Design Systematic review and meta-analysis.
Data sources PubMed, EMBASE, Medline, APA PsycINFO, SocINDEX, CINAHL, SSRN, SocArXiv, PsyArXiv, medRxiv, and Google Scholar (from inception to October 2024).
Eligibility criteria This study included English-language randomised controlled trials (RCTs) on adults (body mass index ≥25 kg/m²) to assess the impact of ALA on intermediate disease markers. Studies lacking outcome data, duplicates or inaccessible full texts were excluded.
Data extraction and synthesis Paired reviewers independently extracted the data. We used frequentist meta-analysis to summarise the evidence, employing the DerSimonian and Laird estimator to account for heterogeneity across study designs, settings and measurement methods. Heterogeneity was assessed via the I² statistic with CIs and τ² values. The risk of bias was independently assessed by two reviewers according to the Cochrane Handbook, covering domains such as randomisation, blinding and data completeness. Publication bias was assessed using Begg’s test, while funnel plots and Egger’s test were applied to outcomes with 10 or more studies.
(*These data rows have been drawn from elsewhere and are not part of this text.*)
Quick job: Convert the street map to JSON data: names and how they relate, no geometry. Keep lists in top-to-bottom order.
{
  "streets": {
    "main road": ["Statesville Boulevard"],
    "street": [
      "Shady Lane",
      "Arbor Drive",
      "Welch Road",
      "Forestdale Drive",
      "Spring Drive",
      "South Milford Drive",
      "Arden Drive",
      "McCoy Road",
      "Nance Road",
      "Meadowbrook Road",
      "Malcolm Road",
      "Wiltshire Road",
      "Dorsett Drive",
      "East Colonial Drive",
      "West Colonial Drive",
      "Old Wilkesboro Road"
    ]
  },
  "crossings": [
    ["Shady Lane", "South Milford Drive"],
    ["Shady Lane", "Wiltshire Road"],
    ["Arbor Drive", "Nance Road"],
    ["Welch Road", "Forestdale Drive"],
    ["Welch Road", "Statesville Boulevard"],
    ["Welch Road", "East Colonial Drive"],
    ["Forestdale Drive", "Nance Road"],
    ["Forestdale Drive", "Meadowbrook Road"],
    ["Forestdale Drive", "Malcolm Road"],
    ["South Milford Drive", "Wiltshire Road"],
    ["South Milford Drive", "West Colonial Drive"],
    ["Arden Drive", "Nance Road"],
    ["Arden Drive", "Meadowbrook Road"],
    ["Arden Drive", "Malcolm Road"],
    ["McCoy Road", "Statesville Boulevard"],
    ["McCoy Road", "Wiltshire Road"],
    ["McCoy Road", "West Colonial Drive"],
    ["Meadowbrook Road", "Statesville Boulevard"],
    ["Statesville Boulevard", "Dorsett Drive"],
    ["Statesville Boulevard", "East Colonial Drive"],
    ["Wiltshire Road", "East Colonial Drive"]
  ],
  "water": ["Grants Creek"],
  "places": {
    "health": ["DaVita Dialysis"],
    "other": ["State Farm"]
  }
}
Results This meta-analysis included 11 RCTs from an initial screening of 431 studies, encompassing a total of 704 adults. The meta-analysis results revealed no significant associations were detected between ALA supplementation and changes in intermediate disease markers, including triglyceride (TG) (standardised mean difference (SMD): −0.08, 95% CI: −0.24 to 0.09, p=0.36, I²=0.00%, τ²=0.00), total cholesterol (TC) (SMD: 0.08, 95% CI: −0.55 to 0.71, p=0.80, I²=87.50%, τ²=0.52), high-density lipoprotein cholesterol (HDL-C) (SMD: −0.05, 95% CI: −0.22 to 0.11, p=0.52, I²=0.00%, τ²=0.00), low-density lipoprotein cholesterol (LDL-C) (SMD: −0.13, 95% CI: −0.40 to 0.15, p=0.37, I²=0.00%, τ²=0.00), homeostasis model assessment of insulin resistance (HOMA-IR) (SMD: −0.23, 95% CI: −0.60 to 0.15, p=0.23, I²=26.20%, τ²=0.05) and fasting blood glucose (FBS) (SMD: 0.13, 95% CI: −0.16 to 0.41, p=0.39, I²=29.40%, τ²=0.04). According to the Grading of Recommendations Assessment, Development and Evaluation bias assessment approach, eight studies were rated as having low bias (grade A), and three studies were rated as having moderate bias (grade B). Begg’s test indicated no evidence of publication bias.
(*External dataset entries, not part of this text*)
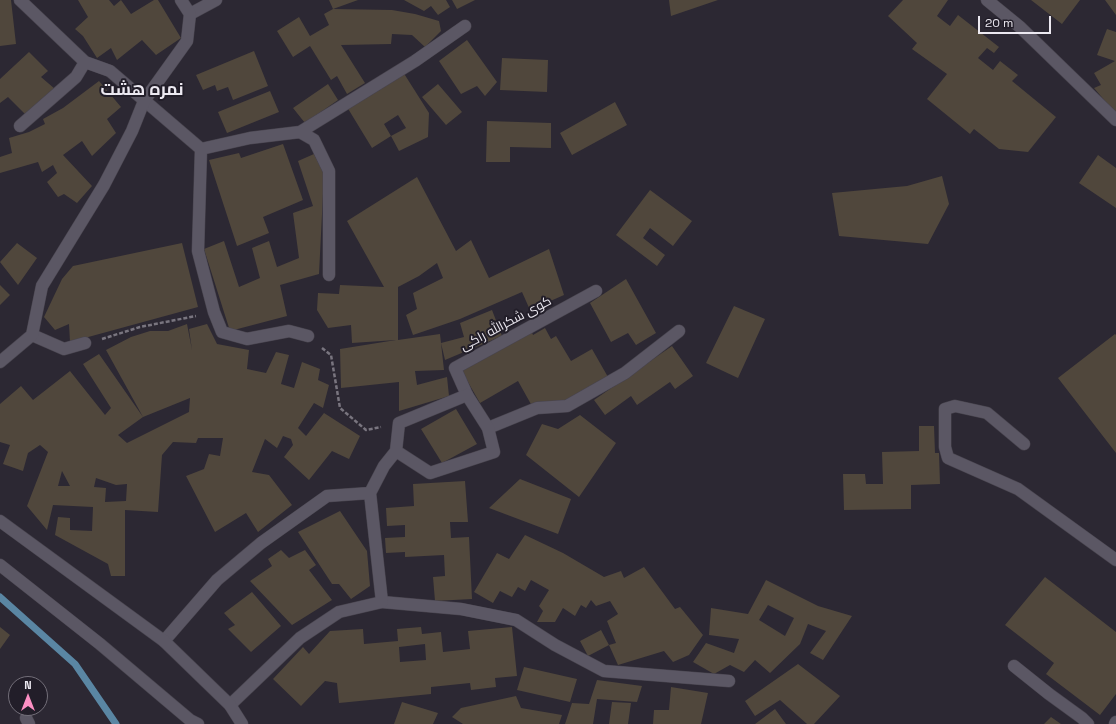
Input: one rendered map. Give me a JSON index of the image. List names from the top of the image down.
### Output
{
  "streets": {
    "street": ["کوی شکرالله راکی"]
  },
  "districts": ["نمره هشت"],
  "scale_bar": "20 m",
  "north": "top"
}
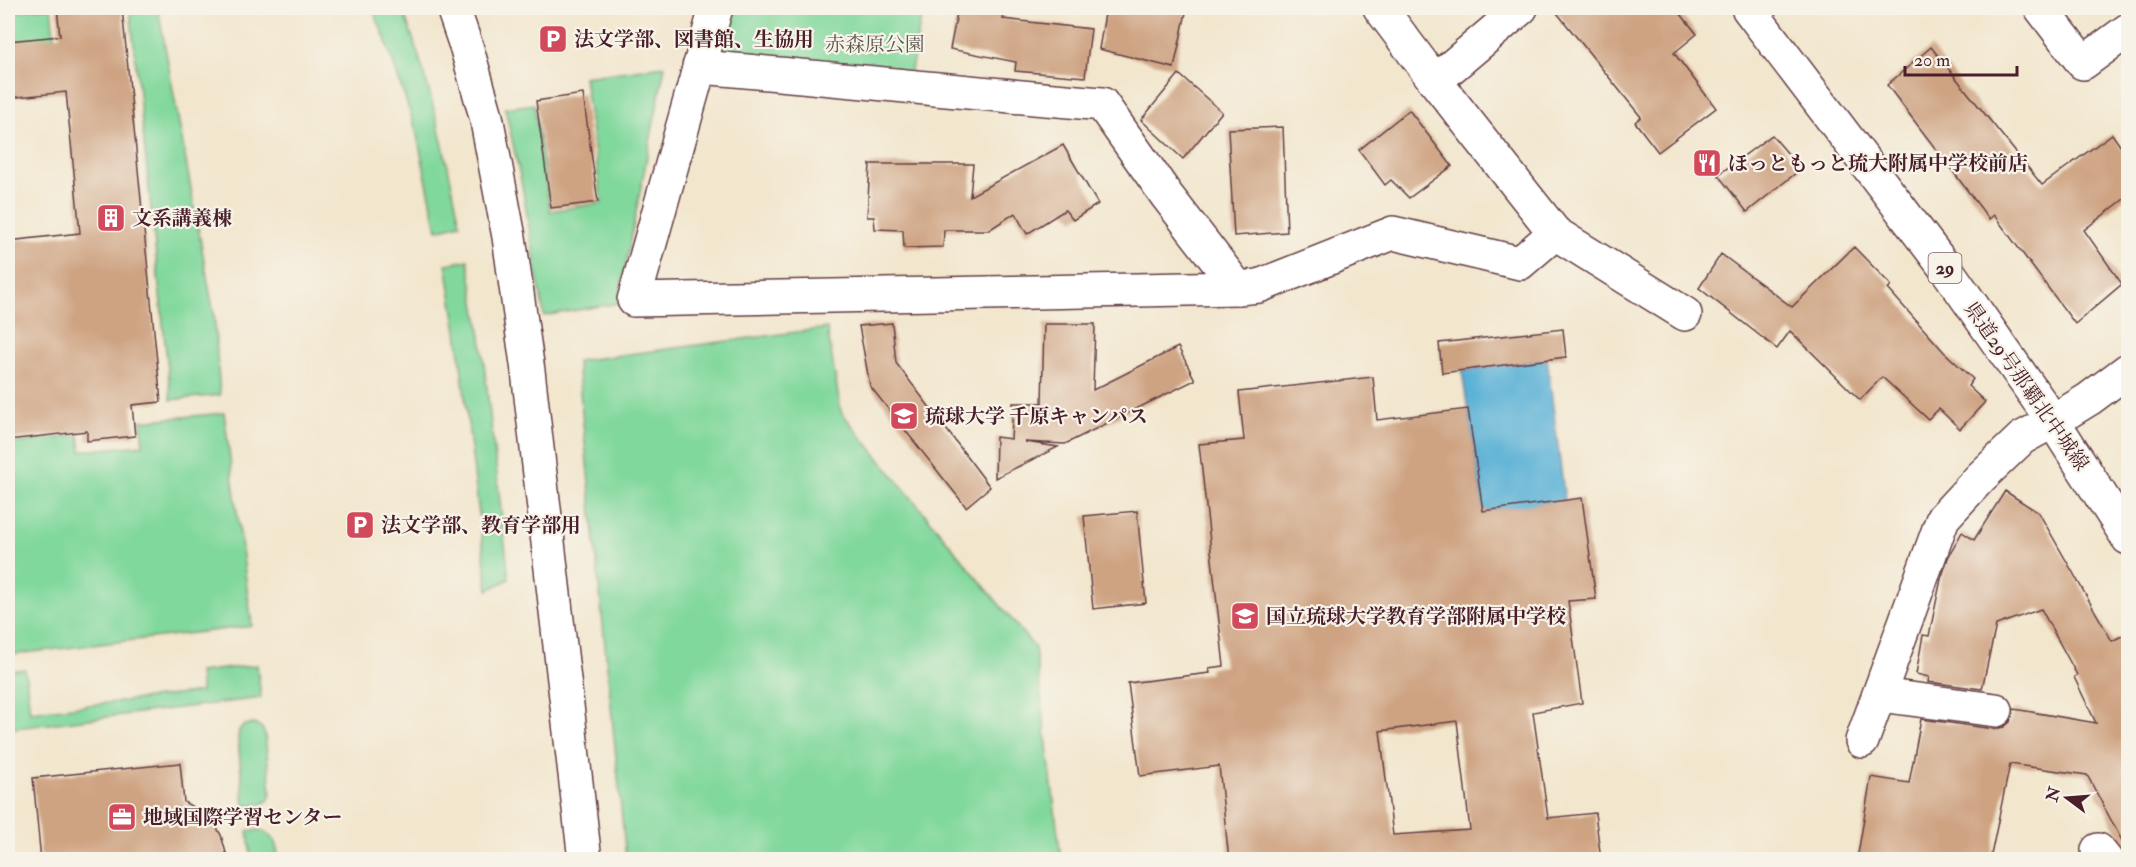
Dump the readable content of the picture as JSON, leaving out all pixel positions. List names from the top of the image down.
{
  "streets": {
    "street": ["29", "県道29号那覇北中城線"]
  },
  "parks": ["赤森原公園"],
  "places": {
    "parking": ["法文学部、図書館、生協用", "法文学部、教育学部用"],
    "restaurant": ["ほっともっと琉大附属中学校前店"],
    "building": ["文系講義棟"],
    "school or university": ["琉球大学 千原キャンパス", "国立琉球大学教育学部附属中学校"],
    "office": ["地域国際学習センター"]
  },
  "scale_bar": "20 m",
  "north": "left"
}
Conclusions No significant associations were detected between ALA intake and intermediate disease markers, including TG, TC, HDL-C, LDL-C, HOMA-IR and FBS levels, in overweight or obese adults. Further research is needed to explore the potential associations of ALA, especially in high-risk populations with metabolic disorders, by employing longer intervention durations, higher dosages and optimised formulations.
PROSPERO registration number CRD42023450239.
- Obesity
- Meta-Analysis
- Other metabolic, e.g. iron, porphyria
Data availability statement
All data relevant to the study are included in the article or uploaded as supplementary information. Further details can be obtained from the corresponding author.
This is an open access article distributed in accordance with the Creative Commons Attribution Non Commercial (CC BY-NC 4.0) license, which permits others to distribute, remix, adapt, build upon this work non-commercially, and license their derivative works on different terms, provided the original work is properly cited, appropriate credit is given, any changes made indicated, and the use is non-commercial. See: http://creativecommons.org/licenses/by-nc/4.0/.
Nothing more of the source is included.